View Single Post
  #2275  
Old Posted Mar 5, 2019, 8:21 AM
numble numble is offline
Registered User
 
Join Date: Sep 2006
Posts: 223
Quote:
Originally Posted by BrownTown View Post
Sure there is. The lack of access to Long Island means people have to drive through NYC just to get there. This is horribly inefficient as you're sending traffic through incredibly dense areas when it would save loads of time if they could simply avoid the city. Step 1 is to triple the federal gas tax though. Its almost pointless to discuss this issue until that is done.
There are two types of efficiencies. You were talking about market efficiencies and that was what I was addressing. Your point was "it is not efficient to spend money on transit if it can't pay for itself". Taking your same logic, it is not efficient to spend congestion pricing charged to lower Manhattan drivers for a bridge for Connecticut and Long Island drivers.

Of course it is overall efficient to get people from point A to point B without a diversion through point C. The same reason why a transit line can be more efficient than a lane of road. But that is a different type of efficiency.

Quote:
Originally Posted by Busy Bee View Post
^
It's a miracle. I agree with BrownTown on something.
I am surprised you think congestion pricing for cars entering lower Manhattan should be spent on a bridge from Connecticut to Long Island.

Quote:
Originally Posted by The Chemist View Post
Beijing has no double deck expressways. You may be thinking of Shanghai, which has many elevated highways in the central city with major surface arterial roads running underneath them.

The lottery you mention is not for the right to buy a car, but rather to buy a license plate. The number of Beijing license plates available per month is heavily restricted, and there is a lottery for the right to bid on available plates. Since the number of plates is so restricted, the price of a plate is extremely high, exceeding the price of a small car.
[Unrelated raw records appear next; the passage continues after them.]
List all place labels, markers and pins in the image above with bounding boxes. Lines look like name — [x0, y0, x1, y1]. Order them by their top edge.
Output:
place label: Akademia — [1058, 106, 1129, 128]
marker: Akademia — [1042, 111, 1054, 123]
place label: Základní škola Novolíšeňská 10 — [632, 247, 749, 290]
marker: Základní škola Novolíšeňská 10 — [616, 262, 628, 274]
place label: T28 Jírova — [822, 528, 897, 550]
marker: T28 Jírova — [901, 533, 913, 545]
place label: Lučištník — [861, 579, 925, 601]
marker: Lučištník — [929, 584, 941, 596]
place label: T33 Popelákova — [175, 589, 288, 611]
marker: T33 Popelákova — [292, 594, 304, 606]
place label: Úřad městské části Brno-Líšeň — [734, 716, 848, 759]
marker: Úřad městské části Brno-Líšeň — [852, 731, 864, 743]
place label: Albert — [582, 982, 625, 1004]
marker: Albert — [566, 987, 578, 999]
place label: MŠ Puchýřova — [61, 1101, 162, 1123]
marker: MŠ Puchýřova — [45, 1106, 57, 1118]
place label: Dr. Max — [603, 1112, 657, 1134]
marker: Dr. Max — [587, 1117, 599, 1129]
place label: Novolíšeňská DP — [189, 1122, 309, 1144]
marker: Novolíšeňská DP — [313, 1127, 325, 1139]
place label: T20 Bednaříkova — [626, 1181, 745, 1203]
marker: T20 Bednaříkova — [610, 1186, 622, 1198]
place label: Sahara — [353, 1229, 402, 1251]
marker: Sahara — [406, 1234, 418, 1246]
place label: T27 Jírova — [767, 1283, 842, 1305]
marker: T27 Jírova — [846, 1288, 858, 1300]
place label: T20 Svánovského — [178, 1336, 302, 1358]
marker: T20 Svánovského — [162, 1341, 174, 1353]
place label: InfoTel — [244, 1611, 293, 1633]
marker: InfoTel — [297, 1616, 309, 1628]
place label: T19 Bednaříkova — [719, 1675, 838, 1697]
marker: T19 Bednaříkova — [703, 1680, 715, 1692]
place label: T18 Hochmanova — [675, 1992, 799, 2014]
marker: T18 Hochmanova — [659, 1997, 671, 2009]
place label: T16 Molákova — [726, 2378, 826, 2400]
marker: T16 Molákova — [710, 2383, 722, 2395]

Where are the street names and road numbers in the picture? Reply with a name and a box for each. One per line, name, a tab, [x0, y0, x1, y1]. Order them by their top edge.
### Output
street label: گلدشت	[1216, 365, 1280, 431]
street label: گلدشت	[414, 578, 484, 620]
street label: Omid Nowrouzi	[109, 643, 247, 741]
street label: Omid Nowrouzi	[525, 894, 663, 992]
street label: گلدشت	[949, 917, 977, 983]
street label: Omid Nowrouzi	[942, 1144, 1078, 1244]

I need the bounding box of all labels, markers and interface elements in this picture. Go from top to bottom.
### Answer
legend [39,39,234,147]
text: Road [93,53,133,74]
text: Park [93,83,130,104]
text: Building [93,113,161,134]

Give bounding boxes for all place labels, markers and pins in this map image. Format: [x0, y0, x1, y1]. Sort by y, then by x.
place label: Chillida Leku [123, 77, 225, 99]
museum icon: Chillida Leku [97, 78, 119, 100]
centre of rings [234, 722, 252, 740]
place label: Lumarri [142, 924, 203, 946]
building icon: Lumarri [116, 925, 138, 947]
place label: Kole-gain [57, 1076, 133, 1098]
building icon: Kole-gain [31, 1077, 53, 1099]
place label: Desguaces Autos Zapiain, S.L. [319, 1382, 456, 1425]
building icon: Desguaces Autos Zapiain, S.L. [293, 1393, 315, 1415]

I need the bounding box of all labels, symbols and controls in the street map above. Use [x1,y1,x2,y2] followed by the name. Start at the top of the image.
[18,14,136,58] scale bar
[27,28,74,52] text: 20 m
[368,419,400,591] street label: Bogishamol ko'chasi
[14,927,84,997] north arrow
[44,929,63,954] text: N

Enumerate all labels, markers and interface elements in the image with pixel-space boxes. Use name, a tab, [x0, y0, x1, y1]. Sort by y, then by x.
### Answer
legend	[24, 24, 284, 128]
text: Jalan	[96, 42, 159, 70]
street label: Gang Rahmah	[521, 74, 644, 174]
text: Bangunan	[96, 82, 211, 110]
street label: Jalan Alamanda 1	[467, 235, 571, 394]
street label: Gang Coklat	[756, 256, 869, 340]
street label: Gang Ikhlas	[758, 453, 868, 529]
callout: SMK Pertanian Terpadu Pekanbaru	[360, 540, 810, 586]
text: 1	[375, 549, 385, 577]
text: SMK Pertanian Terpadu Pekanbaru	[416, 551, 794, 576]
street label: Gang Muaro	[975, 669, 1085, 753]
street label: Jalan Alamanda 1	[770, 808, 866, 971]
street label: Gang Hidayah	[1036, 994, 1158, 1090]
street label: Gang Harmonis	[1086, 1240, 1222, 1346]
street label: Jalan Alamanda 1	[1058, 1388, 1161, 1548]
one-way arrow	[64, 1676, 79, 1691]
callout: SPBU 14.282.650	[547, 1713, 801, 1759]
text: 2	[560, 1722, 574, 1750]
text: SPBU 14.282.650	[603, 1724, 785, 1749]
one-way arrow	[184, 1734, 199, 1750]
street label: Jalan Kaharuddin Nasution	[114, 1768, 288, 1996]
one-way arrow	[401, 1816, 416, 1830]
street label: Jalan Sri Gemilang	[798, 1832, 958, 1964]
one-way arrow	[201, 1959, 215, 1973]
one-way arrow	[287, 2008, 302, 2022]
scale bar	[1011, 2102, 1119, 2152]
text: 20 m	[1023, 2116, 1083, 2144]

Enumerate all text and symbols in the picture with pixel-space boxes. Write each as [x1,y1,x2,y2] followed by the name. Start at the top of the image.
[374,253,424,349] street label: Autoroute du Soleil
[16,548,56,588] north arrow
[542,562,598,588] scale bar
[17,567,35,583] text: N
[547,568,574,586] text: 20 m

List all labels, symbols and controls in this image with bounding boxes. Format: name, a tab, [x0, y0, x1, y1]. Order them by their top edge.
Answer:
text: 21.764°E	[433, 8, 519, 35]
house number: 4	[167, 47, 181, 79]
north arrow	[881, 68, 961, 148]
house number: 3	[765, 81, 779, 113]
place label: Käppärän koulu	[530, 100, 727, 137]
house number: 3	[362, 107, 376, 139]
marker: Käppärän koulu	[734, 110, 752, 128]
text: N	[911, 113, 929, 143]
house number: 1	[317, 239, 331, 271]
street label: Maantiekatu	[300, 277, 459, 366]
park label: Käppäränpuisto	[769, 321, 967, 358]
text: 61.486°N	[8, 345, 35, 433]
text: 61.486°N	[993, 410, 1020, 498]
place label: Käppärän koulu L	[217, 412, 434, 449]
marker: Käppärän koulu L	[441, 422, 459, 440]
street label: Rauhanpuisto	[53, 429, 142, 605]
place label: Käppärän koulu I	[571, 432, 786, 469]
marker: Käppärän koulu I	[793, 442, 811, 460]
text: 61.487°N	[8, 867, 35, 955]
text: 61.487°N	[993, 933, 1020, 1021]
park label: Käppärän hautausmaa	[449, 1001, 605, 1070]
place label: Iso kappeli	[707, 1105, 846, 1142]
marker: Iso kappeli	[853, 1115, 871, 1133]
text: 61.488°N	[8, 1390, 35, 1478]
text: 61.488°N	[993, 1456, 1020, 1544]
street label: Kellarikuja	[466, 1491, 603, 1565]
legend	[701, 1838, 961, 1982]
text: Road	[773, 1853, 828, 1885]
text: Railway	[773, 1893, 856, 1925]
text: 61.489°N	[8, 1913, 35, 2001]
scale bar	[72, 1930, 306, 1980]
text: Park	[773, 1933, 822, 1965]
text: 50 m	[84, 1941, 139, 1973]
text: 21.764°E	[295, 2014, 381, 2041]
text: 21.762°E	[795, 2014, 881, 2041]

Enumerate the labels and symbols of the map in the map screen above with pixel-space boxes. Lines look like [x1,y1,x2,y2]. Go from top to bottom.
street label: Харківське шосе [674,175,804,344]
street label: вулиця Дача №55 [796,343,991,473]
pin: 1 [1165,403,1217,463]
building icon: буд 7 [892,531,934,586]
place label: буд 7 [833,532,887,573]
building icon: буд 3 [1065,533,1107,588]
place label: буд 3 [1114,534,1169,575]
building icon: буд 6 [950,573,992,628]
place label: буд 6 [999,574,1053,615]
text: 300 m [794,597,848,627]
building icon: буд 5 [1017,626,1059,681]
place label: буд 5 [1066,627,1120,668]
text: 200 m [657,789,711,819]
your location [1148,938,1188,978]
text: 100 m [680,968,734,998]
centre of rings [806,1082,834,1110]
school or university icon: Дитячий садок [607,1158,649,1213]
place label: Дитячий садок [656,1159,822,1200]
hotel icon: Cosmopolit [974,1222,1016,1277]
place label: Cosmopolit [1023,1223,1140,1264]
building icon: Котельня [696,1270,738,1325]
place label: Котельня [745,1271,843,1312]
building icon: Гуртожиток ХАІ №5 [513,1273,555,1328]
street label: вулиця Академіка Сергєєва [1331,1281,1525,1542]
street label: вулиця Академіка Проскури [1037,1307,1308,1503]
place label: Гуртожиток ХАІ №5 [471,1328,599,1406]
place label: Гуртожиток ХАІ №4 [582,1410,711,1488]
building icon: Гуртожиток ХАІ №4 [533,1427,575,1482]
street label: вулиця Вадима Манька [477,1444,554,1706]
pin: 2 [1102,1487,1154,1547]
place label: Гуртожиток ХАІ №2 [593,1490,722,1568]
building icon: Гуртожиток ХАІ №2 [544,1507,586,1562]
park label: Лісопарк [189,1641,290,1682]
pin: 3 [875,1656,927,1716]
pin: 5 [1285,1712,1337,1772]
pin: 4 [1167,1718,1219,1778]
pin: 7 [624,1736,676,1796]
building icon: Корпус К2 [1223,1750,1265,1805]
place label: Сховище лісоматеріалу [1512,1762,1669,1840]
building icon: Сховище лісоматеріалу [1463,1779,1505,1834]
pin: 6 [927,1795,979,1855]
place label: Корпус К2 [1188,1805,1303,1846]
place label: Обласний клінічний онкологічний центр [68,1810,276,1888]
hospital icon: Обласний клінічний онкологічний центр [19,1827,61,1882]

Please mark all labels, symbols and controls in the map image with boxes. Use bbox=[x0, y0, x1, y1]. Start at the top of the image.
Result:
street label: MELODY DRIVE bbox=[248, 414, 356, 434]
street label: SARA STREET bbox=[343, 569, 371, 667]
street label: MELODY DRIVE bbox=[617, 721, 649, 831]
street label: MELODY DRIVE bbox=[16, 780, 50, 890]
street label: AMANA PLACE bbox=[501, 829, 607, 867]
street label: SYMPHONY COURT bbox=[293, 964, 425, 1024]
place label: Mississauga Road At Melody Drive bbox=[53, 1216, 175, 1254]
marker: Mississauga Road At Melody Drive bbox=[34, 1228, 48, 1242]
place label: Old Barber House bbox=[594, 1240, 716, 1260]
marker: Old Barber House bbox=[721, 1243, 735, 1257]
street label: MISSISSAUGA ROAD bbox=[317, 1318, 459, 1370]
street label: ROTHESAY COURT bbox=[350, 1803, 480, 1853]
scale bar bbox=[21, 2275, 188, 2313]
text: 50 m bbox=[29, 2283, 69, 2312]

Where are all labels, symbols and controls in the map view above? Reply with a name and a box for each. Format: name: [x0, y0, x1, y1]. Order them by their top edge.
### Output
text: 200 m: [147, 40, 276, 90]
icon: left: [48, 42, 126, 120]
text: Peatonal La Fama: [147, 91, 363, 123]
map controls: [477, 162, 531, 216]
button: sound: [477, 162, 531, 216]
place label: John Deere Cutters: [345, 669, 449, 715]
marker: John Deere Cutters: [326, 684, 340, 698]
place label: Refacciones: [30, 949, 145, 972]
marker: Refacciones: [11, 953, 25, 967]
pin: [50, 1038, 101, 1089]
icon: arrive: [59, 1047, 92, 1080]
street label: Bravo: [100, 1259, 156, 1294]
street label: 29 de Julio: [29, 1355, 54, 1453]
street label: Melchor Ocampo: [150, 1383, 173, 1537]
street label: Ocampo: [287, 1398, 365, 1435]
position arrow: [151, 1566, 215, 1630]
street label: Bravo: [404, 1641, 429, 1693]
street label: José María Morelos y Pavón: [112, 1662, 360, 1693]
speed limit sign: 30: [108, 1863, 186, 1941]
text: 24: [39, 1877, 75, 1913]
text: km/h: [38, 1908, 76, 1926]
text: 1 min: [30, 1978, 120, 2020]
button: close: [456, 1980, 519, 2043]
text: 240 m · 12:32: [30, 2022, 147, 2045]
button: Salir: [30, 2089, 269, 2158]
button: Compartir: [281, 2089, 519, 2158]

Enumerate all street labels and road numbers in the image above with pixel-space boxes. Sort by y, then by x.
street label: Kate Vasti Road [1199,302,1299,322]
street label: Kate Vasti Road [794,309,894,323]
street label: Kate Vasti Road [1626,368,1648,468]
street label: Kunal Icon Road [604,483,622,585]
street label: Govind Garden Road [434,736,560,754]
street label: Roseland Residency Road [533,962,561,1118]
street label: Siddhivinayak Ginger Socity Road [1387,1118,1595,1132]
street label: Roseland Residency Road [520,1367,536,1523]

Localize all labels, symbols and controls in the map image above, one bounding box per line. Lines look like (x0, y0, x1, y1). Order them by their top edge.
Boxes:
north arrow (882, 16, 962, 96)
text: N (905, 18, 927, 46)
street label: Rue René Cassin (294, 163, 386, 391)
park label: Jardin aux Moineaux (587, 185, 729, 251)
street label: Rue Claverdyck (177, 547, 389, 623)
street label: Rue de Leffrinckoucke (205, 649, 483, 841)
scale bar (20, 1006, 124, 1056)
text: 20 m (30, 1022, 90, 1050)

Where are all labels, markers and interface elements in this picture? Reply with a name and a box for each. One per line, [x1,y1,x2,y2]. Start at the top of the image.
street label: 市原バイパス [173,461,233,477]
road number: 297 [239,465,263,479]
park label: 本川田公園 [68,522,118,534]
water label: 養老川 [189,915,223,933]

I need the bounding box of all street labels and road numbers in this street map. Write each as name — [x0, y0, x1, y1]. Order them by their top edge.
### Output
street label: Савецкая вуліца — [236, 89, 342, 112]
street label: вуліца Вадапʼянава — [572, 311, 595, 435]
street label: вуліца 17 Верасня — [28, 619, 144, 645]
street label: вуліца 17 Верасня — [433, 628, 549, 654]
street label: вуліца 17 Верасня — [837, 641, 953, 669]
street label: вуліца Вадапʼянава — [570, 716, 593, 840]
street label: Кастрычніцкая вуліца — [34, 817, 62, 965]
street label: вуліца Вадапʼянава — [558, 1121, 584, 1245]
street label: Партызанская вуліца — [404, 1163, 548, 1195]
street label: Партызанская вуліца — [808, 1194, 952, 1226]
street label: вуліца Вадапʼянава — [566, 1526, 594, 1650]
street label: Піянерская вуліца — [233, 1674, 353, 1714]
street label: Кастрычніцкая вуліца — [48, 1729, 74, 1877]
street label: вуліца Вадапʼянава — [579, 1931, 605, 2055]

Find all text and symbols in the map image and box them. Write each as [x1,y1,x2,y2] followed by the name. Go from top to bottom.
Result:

Beijing's problems are due to the fact that the restrictions that you mention came very late. In Shanghai, which has a larger population than Beijing, the lottery system has been in use for much longer, and as a result Shanghai has half the number of registered cars as Beijing. This means that Shanghai has nowhere near as bad traffic as Beijing, even with fewer highways and far fewer restrictions on out of province cars (the only restriction on non Shanghai plated vehicles is that they cannot use the elevated highways within the Outer Ring Road during peak hours).

I know you've already conceded on this point, but I should point out that Beijing's density here is based on the area of Beijing Municipality, which is much larger in area than the city of Beijing, and includes a lot of mountainous areas and farmland. The true density of the actual built up areas of Beijing is much, much higher.
Your pendantry aside (a lottery to buy a license plate is effectively the right to buy a car), all those items reinforce the fact that congestion pricing probably would relieve traffic and at the same time act as a disincentive for further road improvements. You say the reason Beijing, with more highways, has a problem is because it has not banned enough cars early enough.

Congestion pricing, if planned correctly, is to set road pricing at a point such that drivers choose to take themselves off the roads at peak periods, while also raising revenue in the process. The heavy-handed bans may make people more likely to drive (My car's plate is banned from driving tomorrow, so I better drive on the unbanned days; I waited 5 years to be able to get the right to drive, I better take advantage of it).